Stripped down to its basest level, Blockers has all the trappings of every other lewd and lascivious teen comedy. The kids are up to something mischievous, and the adults are trying to stop them. In this case it’s a sex pact set in motion by besties Julie (Kathryn Newton), Kayla (Geraldine Viswanathan), and Sam (Gideon Adlon), who decide prom night is the perfect night for them to lose their collective virginity. When their parents catch wind of the plan (damn those tethered devices!), they set off to stop it but instead wind up neck-deep in a night of embarrassing shenanigans and hijinks so over-the-top that they would make Stifler squirm.

John Cena stars as Kayla’s uber-sensitive dad Mitchell, who can’t come to terms with the fact that his little baby is all grown up, much less headed to prom with the man-bunned Connor (Miles Robbins), who, as it turns out, is the school’s resident drug cooker. Meanwhile Julie’s single mom Lisa (Leslie Mann) is having trouble coping with the fact that her little girl is headed off to college in the fall, while Sam’s man-child dad Hunter (Ike Barinholtz) serves as the resident voice of insanity.

Before the night is over, beer will be chugged via an orifice that should never have beer near it, a vomit scene rivaling Stand By Me’s infamous pie eating contest will unfold, and blindman’s buff will take on a whole new meaning in a sex game that will have you both wincing and laughing riotously at the same time. But then, after an hour-plus of hard-R comedy, Blockers zigs when you think it will zag and instead shifts to become a pleasant and generally responsible movie about family and maturity and trust.

It’s not a whiplash-inducing, brakes-squealing shift, mind you—the comedy continues right up to (and including) the closing credits. Instead, it just sneaks up on you, and before you know it the kids and the parents have all learned their lessons, and the movie, which would have been perfectly fine as just another teen comedy, becomes a memorable and worthwhile instant classic.

The screenplay by brothers Brian and Jim Kehoe is smart and classy (despite itself) and gives plenty of opportunity to showcase the comedic chops of vets Mann and Barinholtz.
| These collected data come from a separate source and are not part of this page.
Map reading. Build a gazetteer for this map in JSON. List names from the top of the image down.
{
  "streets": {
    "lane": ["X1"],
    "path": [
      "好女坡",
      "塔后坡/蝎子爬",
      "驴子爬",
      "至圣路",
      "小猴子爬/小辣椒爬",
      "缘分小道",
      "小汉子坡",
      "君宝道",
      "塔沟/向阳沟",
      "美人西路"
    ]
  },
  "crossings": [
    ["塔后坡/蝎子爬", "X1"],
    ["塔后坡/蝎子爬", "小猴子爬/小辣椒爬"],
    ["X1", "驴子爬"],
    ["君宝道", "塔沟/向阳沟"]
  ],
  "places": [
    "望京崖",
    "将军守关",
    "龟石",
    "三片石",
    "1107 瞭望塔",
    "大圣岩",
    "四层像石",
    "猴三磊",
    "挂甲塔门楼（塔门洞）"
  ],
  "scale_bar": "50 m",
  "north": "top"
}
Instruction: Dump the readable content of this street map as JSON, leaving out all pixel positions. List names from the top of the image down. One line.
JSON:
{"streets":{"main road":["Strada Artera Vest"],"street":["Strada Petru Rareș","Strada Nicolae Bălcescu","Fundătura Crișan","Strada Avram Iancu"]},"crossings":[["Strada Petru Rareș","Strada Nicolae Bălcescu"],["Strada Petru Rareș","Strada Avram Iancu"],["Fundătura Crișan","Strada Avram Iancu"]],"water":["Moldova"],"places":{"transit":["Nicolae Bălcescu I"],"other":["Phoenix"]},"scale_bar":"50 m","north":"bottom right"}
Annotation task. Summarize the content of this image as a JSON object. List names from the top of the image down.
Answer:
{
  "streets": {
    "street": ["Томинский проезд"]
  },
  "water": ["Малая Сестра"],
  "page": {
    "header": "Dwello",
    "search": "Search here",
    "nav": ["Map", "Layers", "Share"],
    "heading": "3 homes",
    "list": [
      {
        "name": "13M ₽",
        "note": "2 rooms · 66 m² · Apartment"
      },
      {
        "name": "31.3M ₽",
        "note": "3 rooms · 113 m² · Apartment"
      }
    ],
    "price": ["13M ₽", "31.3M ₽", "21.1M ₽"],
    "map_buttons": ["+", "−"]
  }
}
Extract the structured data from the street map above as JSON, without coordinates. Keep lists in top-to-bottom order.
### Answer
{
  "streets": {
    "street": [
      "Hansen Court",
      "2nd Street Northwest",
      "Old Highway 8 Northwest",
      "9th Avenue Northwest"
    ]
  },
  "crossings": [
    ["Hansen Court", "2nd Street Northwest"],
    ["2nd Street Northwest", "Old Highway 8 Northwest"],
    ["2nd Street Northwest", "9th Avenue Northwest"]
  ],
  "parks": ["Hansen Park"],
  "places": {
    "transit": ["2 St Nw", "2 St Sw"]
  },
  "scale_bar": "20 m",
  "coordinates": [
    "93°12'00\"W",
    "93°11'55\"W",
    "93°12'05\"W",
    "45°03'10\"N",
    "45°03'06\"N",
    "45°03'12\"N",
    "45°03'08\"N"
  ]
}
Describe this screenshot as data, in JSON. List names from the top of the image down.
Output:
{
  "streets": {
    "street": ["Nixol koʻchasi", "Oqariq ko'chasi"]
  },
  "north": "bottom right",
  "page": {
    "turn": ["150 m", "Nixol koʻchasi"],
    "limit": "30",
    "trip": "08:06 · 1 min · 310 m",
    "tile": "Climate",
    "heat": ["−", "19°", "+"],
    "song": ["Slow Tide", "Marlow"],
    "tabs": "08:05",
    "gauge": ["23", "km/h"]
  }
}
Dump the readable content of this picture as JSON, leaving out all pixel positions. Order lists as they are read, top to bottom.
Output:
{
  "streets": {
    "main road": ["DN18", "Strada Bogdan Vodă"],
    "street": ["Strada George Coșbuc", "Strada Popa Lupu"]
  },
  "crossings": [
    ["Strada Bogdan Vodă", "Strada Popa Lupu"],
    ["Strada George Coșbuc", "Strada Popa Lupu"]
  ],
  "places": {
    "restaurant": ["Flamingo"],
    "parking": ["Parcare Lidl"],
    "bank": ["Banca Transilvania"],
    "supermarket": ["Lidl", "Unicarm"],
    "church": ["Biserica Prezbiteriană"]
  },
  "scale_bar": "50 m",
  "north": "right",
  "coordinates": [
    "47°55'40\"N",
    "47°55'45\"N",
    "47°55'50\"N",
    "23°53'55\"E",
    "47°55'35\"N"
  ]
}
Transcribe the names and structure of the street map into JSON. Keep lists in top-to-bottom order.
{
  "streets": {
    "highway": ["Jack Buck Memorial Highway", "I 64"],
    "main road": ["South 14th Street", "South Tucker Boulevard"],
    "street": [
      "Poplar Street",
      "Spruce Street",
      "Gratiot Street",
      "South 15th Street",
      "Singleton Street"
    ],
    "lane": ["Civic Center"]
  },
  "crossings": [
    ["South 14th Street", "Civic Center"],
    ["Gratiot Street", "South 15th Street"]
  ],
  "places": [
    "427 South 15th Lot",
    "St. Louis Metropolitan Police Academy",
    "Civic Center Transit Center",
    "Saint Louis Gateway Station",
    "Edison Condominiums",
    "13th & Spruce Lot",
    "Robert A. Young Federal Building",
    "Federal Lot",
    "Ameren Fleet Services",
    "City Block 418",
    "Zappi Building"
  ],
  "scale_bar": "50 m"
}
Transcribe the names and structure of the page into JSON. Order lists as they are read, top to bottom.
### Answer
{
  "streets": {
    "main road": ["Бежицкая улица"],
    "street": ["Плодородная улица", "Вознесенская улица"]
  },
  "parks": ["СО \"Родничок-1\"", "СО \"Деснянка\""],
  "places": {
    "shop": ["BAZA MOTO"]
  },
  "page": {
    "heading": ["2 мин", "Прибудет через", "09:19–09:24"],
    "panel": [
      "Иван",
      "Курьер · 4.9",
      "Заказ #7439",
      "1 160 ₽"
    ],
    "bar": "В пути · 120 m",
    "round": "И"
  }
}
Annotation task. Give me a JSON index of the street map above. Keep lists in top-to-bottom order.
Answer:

The surprise here is Cena, who seems to be well on his way to following his former Wrestlemania foe Dwayne Johnson on the road from WWE to successful actor. Though certainly not as polished as his co-stars, he more than holds his own throughout the ribald festivities.

It’s Cannon, though, who does the most to embolden her status. We already know she can write, but shifting into the director’s chair isn’t always a smooth transition, particularly when you’re not working from your own material. She does a pitch-perfect (ba-dum-dum!) job here, however, crafting a solid movie that has across-the-board appeal.

Blockers is definitely wild and crazy and there are more than a few scenes that will make you flinch, even as you question how you’re laughing at them. But it willmake you laugh. And that’s alright.